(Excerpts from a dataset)
· · · ·
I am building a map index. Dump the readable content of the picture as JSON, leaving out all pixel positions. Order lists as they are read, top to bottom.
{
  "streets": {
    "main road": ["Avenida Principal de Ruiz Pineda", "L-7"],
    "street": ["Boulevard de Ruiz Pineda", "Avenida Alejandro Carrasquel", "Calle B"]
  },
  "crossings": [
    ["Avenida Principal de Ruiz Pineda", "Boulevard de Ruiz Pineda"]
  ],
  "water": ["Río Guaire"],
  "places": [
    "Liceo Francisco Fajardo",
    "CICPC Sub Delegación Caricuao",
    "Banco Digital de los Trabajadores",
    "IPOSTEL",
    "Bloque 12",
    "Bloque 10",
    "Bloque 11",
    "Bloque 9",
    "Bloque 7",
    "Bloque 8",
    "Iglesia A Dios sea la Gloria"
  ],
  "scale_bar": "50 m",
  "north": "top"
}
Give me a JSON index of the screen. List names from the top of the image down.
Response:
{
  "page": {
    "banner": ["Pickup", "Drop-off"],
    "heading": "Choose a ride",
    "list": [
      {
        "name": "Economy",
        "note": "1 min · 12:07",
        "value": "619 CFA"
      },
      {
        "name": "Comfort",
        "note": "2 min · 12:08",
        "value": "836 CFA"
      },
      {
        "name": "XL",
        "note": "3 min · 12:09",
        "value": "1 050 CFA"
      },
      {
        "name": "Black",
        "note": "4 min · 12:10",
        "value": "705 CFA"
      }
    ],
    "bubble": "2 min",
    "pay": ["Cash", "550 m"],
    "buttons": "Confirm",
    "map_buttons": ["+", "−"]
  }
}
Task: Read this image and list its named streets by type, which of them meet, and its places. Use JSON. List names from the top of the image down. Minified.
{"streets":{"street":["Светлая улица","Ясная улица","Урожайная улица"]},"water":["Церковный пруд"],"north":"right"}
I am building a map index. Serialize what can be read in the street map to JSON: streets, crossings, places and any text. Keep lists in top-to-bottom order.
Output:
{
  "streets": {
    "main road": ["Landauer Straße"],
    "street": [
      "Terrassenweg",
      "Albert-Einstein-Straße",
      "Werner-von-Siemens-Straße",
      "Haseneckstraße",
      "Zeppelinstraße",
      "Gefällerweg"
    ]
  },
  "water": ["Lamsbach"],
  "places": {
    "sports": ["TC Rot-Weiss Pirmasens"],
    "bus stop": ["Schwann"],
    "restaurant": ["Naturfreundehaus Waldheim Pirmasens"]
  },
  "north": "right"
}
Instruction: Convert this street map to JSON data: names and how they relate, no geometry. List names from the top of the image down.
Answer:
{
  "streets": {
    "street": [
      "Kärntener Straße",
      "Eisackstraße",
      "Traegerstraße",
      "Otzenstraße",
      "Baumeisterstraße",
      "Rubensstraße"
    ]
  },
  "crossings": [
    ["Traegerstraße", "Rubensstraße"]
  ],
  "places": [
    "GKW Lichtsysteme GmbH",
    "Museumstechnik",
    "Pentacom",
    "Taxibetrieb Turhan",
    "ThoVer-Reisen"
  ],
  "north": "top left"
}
· · · ·
The answer should consist of every record above, copied exactly.

I am building a map index. Dump the readable content of the picture as JSON, leaving out all pixel positions. Order lists as they are read, top to bottom.
{
  "streets": {
    "main road": ["Avenida Principal de Ruiz Pineda", "L-7"],
    "street": ["Boulevard de Ruiz Pineda", "Avenida Alejandro Carrasquel", "Calle B"]
  },
  "crossings": [
    ["Avenida Principal de Ruiz Pineda", "Boulevard de Ruiz Pineda"]
  ],
  "water": ["Río Guaire"],
  "places": [
    "Liceo Francisco Fajardo",
    "CICPC Sub Delegación Caricuao",
    "Banco Digital de los Trabajadores",
    "IPOSTEL",
    "Bloque 12",
    "Bloque 10",
    "Bloque 11",
    "Bloque 9",
    "Bloque 7",
    "Bloque 8",
    "Iglesia A Dios sea la Gloria"
  ],
  "scale_bar": "50 m",
  "north": "top"
}
Give me a JSON index of the screen. List names from the top of the image down.
Response:
{
  "page": {
    "banner": ["Pickup", "Drop-off"],
    "heading": "Choose a ride",
    "list": [
      {
        "name": "Economy",
        "note": "1 min · 12:07",
        "value": "619 CFA"
      },
      {
        "name": "Comfort",
        "note": "2 min · 12:08",
        "value": "836 CFA"
      },
      {
        "name": "XL",
        "note": "3 min · 12:09",
        "value": "1 050 CFA"
      },
      {
        "name": "Black",
        "note": "4 min · 12:10",
        "value": "705 CFA"
      }
    ],
    "bubble": "2 min",
    "pay": ["Cash", "550 m"],
    "buttons": "Confirm",
    "map_buttons": ["+", "−"]
  }
}
Task: Read this image and list its named streets by type, which of them meet, and its places. Use JSON. List names from the top of the image down. Minified.
{"streets":{"street":["Светлая улица","Ясная улица","Урожайная улица"]},"water":["Церковный пруд"],"north":"right"}
I am building a map index. Serialize what can be read in the street map to JSON: streets, crossings, places and any text. Keep lists in top-to-bottom order.
Output:
{
  "streets": {
    "main road": ["Landauer Straße"],
    "street": [
      "Terrassenweg",
      "Albert-Einstein-Straße",
      "Werner-von-Siemens-Straße",
      "Haseneckstraße",
      "Zeppelinstraße",
      "Gefällerweg"
    ]
  },
  "water": ["Lamsbach"],
  "places": {
    "sports": ["TC Rot-Weiss Pirmasens"],
    "bus stop": ["Schwann"],
    "restaurant": ["Naturfreundehaus Waldheim Pirmasens"]
  },
  "north": "right"
}
Instruction: Convert this street map to JSON data: names and how they relate, no geometry. List names from the top of the image down.
Answer:
{
  "streets": {
    "street": [
      "Kärntener Straße",
      "Eisackstraße",
      "Traegerstraße",
      "Otzenstraße",
      "Baumeisterstraße",
      "Rubensstraße"
    ]
  },
  "crossings": [
    ["Traegerstraße", "Rubensstraße"]
  ],
  "places": [
    "GKW Lichtsysteme GmbH",
    "Museumstechnik",
    "Pentacom",
    "Taxibetrieb Turhan",
    "ThoVer-Reisen"
  ],
  "north": "top left"
}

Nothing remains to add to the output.